How many cigarette butts do our beaches contain?
Well, from our experience, a lot. We at Bandwagon spent an hour picking up all sorts of trash -- water bottles, candy wrappers, sacks that contained more garbage, diapers, plastic pieces as big as a one peso coin (yes, you'd be able to pick them out), and more than enough cigarette butts to put all smokers to shame -- as part of the activities of Reef Free The Sea Movement 4 last October 11 and 12. And we can't help but shake our heads. The mix of guilty and, well, disgust feels weird but oh-so real. This is Baler, after all, where we sit on the sand, breathe in the salty air, and paddle our way to catch the next wave we want to ride. For many of us, it is the sanctuary we escape to when the concrete jungle is just too much.
But perhaps it is because of this collective feeling of disbelief that attendees of the annual festival felt more connected to one another. And after the most unlikely team building activity, friendships emerged.

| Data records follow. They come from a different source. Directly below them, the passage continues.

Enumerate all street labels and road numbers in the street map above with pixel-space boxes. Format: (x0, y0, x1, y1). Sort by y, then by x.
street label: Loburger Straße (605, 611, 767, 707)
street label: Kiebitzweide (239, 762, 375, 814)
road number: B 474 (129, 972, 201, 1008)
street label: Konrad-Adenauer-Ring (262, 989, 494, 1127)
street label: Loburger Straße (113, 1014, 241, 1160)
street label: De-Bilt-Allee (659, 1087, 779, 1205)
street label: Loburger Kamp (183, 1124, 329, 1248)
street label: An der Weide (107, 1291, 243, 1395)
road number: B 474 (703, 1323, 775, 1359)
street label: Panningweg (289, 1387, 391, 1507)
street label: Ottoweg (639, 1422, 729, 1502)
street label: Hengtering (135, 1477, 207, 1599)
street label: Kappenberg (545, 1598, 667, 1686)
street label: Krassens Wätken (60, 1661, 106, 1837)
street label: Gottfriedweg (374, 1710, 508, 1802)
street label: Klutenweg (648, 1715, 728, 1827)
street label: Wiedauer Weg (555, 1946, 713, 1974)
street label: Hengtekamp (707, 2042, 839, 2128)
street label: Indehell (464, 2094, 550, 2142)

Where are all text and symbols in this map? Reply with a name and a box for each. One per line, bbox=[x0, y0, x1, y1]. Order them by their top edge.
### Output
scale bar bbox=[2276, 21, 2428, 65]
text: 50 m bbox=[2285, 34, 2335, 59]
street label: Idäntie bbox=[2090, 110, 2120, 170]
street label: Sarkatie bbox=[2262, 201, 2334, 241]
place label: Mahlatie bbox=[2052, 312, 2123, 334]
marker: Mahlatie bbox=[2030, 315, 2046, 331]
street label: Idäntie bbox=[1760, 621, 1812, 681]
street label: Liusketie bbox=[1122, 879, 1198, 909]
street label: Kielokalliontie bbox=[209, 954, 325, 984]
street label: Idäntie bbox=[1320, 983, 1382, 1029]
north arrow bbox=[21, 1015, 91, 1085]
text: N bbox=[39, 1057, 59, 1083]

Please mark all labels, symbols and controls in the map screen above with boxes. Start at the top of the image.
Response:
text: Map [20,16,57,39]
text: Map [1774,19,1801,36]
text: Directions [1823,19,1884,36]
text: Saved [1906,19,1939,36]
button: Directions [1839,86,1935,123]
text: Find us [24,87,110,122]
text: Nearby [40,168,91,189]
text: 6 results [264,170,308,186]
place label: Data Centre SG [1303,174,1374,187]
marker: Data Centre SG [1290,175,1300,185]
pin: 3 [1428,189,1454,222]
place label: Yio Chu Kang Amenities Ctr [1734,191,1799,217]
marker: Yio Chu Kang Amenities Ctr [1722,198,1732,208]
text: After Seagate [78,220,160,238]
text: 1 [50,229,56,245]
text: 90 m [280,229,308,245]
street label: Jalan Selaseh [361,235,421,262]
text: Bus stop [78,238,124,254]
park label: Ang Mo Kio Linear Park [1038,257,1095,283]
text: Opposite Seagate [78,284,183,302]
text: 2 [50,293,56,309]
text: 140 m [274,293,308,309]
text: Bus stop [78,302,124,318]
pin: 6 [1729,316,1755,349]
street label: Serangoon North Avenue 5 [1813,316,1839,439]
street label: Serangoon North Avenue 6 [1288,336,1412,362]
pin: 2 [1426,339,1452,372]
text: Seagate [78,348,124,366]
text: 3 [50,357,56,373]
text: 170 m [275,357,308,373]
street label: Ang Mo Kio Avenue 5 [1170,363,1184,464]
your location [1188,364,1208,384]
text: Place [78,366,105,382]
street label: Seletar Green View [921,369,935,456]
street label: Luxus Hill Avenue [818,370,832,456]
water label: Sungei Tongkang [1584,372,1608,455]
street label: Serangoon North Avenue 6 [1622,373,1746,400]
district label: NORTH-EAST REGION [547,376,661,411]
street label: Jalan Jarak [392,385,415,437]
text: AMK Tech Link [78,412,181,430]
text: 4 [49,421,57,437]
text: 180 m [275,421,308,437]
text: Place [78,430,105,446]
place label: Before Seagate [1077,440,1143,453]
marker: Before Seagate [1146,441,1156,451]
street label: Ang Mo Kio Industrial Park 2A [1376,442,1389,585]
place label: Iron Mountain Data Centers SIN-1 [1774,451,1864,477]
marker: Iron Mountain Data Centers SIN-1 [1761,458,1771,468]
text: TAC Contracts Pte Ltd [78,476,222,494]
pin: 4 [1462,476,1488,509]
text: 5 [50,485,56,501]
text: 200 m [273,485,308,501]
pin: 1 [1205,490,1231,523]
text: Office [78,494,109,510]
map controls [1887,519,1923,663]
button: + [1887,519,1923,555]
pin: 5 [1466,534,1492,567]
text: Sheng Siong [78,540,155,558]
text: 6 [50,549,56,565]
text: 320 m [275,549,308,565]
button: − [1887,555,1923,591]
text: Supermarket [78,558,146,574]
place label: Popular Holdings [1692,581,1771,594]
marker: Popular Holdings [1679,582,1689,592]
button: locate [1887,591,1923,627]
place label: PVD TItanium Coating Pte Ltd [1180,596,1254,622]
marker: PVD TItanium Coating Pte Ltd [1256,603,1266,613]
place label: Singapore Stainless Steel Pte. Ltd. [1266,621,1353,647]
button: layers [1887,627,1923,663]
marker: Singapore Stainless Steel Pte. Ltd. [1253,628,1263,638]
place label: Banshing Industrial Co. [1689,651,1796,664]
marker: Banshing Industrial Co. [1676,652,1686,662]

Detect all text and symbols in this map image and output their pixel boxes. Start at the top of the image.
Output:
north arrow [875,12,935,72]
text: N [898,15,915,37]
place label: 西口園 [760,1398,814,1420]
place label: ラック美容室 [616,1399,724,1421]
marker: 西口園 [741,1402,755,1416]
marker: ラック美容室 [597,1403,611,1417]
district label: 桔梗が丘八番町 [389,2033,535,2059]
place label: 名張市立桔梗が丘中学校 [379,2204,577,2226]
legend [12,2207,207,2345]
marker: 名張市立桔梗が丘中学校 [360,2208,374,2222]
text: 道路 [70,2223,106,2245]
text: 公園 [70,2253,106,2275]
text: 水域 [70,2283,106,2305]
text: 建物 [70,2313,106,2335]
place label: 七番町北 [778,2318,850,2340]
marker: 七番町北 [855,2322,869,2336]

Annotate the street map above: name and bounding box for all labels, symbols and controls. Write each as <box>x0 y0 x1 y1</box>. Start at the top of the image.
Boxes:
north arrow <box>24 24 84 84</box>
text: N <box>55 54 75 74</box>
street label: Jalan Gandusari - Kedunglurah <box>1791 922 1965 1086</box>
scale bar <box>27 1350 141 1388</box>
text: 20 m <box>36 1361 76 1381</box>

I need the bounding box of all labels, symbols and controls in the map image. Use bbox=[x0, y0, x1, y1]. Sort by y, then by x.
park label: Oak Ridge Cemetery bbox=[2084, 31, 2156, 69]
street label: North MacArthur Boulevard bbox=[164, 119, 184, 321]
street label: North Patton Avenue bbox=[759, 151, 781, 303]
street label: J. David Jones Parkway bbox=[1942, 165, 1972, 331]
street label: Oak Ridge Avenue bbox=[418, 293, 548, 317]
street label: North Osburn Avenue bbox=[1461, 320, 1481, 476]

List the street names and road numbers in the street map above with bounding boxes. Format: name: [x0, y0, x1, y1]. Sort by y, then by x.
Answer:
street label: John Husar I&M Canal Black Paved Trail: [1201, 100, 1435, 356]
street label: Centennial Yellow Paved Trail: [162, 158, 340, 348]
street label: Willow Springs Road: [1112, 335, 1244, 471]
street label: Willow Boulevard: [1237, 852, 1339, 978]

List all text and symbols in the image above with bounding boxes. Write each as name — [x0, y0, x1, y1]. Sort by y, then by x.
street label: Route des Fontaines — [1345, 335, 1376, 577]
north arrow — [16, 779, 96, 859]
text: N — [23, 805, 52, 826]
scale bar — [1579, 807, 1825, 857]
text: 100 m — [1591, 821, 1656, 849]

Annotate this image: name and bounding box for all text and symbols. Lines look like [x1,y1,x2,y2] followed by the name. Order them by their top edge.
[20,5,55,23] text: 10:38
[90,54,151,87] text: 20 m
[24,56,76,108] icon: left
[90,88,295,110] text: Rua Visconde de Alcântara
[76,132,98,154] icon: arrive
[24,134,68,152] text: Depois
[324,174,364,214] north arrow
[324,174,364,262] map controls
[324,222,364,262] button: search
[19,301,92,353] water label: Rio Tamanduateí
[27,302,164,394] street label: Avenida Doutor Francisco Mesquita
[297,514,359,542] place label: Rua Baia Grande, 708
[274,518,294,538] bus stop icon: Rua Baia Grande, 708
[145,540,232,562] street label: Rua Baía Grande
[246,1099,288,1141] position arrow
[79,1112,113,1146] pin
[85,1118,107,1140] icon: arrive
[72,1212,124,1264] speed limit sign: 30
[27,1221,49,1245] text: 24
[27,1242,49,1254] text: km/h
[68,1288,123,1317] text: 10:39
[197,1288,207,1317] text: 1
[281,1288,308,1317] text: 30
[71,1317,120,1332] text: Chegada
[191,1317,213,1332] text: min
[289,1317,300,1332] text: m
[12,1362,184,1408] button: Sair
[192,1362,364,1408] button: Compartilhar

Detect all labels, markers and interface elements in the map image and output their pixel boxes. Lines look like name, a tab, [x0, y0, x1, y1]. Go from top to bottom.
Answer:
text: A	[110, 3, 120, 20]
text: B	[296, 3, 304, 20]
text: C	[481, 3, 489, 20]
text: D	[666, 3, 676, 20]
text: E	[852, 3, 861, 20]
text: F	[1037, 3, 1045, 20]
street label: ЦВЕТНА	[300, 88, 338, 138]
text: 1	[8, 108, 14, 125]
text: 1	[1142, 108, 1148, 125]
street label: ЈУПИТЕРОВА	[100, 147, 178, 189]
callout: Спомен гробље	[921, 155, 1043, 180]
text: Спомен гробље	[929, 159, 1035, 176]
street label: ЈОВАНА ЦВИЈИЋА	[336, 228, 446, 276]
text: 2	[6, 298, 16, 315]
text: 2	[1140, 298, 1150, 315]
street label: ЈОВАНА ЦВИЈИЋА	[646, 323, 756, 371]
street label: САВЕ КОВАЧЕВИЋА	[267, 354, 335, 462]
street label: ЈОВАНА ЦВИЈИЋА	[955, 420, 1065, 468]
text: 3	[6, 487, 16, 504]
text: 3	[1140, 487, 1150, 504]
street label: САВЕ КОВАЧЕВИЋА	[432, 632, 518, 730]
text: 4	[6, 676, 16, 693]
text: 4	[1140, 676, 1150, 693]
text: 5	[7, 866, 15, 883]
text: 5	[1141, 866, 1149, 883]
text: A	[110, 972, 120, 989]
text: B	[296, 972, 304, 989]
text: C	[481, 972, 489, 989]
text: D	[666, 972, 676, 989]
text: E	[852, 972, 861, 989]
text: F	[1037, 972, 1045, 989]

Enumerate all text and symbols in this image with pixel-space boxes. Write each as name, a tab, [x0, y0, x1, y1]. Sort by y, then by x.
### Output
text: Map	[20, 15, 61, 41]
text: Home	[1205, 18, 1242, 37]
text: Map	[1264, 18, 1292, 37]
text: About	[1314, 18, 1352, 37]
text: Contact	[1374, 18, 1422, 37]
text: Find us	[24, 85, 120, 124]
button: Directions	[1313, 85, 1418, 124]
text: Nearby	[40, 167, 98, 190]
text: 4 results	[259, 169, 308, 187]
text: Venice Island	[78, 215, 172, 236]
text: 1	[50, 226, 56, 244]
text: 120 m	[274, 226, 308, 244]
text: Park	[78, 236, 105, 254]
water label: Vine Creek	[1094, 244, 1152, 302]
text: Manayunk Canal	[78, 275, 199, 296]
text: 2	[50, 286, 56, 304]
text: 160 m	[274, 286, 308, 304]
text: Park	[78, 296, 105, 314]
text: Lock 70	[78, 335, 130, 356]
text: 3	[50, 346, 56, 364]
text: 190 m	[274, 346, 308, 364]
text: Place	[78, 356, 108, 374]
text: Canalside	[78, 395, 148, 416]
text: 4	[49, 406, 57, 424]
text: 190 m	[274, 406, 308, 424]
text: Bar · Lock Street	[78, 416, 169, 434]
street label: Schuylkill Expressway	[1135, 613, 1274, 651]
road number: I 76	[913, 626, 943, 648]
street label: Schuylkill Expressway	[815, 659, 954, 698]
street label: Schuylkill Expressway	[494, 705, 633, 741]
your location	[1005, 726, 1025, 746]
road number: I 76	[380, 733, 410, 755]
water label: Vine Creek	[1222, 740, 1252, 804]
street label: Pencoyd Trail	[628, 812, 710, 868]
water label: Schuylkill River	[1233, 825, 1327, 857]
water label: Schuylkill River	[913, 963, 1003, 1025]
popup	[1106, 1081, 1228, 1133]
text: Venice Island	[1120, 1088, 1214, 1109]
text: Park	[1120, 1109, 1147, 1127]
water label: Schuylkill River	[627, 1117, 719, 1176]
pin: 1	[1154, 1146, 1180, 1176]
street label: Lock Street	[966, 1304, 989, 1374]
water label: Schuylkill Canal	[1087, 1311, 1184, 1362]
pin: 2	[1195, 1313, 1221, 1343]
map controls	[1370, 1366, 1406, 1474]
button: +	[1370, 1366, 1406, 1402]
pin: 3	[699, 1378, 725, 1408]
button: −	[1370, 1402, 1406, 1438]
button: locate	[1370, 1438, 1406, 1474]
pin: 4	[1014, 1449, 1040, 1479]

What followed was a day of calligraphy, tie-dye, and watercolors, hours and hours of white wash and wipeouts, and a night of dancing to Eric Gadd's 'Do You Believe In Me' like it was nobody's business. While everyone stared in awe of almost pubescent kids covering Rico Blanco's 'Your Universe' as if it was their destiny to do just that, the lines that defined where we came from and why we were there were erased and what was left was this one, huge energy that we carried with us until the next day, during the next round of surfing clinic, while watching the expression session, and as we jammed to the songs of familiar artists: Ciudad, Rusty Machines, We Are Imaginary, She's Only Sixteen, Ang Bandang Shirley, among many others.
As we say goodbye to Nalu Surf Camp at the end of the festival, we hold on to our tumblers a little tighter and realize that in the ebb and flow of waves, we are one beyond the music.